物価上昇、政策効果と綱引き=原油高は広範囲に波及へ

JR東の運賃値上げ 背景・理由は

 消費者物価の上昇率が5カ月ぶりの拡大に転じた。中東情勢の緊迫化を受けた原油価格の高騰が背景だ。4月以降、政府の補助金効果でガソリン代上昇は抑えられるが、原油高の影響は今後、時間の経過とともに広範な品目に及ぶと見込まれる。物価は当面、上昇圧力と政策による引き下げ効果の間で綱引きが続きそうだ。
 2月までの消費者物価(生鮮食品を除く)の前年同月比上昇率は、コメなど食料品価格上昇に一服感が出てきたことに加え、政府の電力・ガス代補助、ガソリンの暫定税率廃止の効果で鈍化しつつあった。しかし、総務省が24日発表した3月の上昇率は1.8%。ガソリンや灯油の値上がりを主因に、2月の1.6%から一転して加速した。
 先行きは、物価の押し上げ、押し下げ双方の要因が混在する見通しだ。ニッセイ基礎研究所の斎藤太郎経済調査部長は、中東情勢が沈静化し原油価格が徐々に低下する場合でも、「当面は1%台後半~2%程度で推移する」と予想する。
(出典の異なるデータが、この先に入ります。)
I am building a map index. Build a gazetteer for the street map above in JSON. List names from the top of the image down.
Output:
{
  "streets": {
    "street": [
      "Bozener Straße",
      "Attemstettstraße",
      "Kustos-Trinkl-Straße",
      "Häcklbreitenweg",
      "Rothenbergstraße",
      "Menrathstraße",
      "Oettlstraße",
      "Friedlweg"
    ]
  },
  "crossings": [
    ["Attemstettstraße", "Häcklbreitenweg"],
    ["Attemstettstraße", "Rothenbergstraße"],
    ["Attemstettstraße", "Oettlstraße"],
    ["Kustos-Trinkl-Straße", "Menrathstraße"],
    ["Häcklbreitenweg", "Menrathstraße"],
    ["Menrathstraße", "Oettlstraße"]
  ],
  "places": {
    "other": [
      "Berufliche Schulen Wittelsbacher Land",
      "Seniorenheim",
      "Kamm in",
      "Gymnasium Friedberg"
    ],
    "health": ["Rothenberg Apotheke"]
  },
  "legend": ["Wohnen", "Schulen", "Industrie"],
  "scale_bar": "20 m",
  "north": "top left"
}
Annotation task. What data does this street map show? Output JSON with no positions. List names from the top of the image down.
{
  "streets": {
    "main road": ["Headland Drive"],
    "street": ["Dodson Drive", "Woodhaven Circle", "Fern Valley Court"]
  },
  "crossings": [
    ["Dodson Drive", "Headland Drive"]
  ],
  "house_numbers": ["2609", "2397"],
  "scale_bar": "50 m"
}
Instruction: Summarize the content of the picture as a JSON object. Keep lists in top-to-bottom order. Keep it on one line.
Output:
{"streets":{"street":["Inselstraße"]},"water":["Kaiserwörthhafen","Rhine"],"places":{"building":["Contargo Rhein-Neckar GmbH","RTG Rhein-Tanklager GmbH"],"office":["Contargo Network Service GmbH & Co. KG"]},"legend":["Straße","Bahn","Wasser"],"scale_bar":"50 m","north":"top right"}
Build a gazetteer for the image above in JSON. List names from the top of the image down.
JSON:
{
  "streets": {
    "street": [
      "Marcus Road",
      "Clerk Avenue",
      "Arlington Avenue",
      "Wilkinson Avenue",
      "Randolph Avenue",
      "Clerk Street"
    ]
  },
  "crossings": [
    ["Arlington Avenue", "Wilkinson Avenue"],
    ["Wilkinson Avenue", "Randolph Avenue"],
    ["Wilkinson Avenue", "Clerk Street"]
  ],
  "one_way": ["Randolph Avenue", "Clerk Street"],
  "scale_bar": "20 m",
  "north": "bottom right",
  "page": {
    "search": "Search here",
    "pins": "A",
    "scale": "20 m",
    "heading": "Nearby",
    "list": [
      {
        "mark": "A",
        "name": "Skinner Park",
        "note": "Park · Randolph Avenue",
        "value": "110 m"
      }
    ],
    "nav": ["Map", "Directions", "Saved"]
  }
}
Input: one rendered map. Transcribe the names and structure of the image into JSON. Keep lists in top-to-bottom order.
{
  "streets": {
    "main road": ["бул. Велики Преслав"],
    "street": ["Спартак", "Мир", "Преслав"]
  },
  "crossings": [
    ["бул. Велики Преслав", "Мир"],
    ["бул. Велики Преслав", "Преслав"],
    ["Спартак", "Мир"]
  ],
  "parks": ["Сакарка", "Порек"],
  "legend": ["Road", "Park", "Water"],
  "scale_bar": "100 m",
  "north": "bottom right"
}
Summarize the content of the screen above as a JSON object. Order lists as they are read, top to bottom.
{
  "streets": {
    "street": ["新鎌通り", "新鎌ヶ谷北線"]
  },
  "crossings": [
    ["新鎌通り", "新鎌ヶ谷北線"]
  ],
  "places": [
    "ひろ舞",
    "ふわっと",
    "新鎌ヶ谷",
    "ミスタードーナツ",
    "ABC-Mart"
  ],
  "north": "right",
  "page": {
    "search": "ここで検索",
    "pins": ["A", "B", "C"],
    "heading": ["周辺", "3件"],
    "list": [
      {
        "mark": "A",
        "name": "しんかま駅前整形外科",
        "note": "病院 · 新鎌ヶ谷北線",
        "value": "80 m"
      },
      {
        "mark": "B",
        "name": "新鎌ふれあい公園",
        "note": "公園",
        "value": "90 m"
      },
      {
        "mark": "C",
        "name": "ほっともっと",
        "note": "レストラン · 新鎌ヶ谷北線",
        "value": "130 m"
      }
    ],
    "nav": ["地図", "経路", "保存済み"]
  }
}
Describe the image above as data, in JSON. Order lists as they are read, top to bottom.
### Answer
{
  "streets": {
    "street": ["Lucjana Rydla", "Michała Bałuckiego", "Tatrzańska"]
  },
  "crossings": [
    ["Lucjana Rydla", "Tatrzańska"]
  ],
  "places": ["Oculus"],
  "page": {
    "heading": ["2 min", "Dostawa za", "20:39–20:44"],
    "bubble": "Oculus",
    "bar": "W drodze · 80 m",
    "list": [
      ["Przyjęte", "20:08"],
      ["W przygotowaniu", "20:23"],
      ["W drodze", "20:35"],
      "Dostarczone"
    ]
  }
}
 3月19日に始まったガソリン補助金に加え、新年度から実施された私立高校の授業料や公立小学校の給食費無償化は物価を下押しする。一方、電気・ガス代補助が4月請求分から縮小し、5月以降なくなるのは押し上げ材料だ。足元の燃料価格上昇を反映し、電気・ガス代は夏場以降本格上昇する見込みで、補助は再開される公算が大きい。
 原油高は輸送コストなどを通じ、すでに企業間取引の物価上昇を招きつつある。BNPパリバ証券の河野龍太郎チーフエコノミストは「日本企業は増加したコストの家計向け販売価格への転嫁にちゅうちょしなくなっている」と指摘。食料品や日用品などの価格は「半年かからず引き上げられるものが多い」と分析する。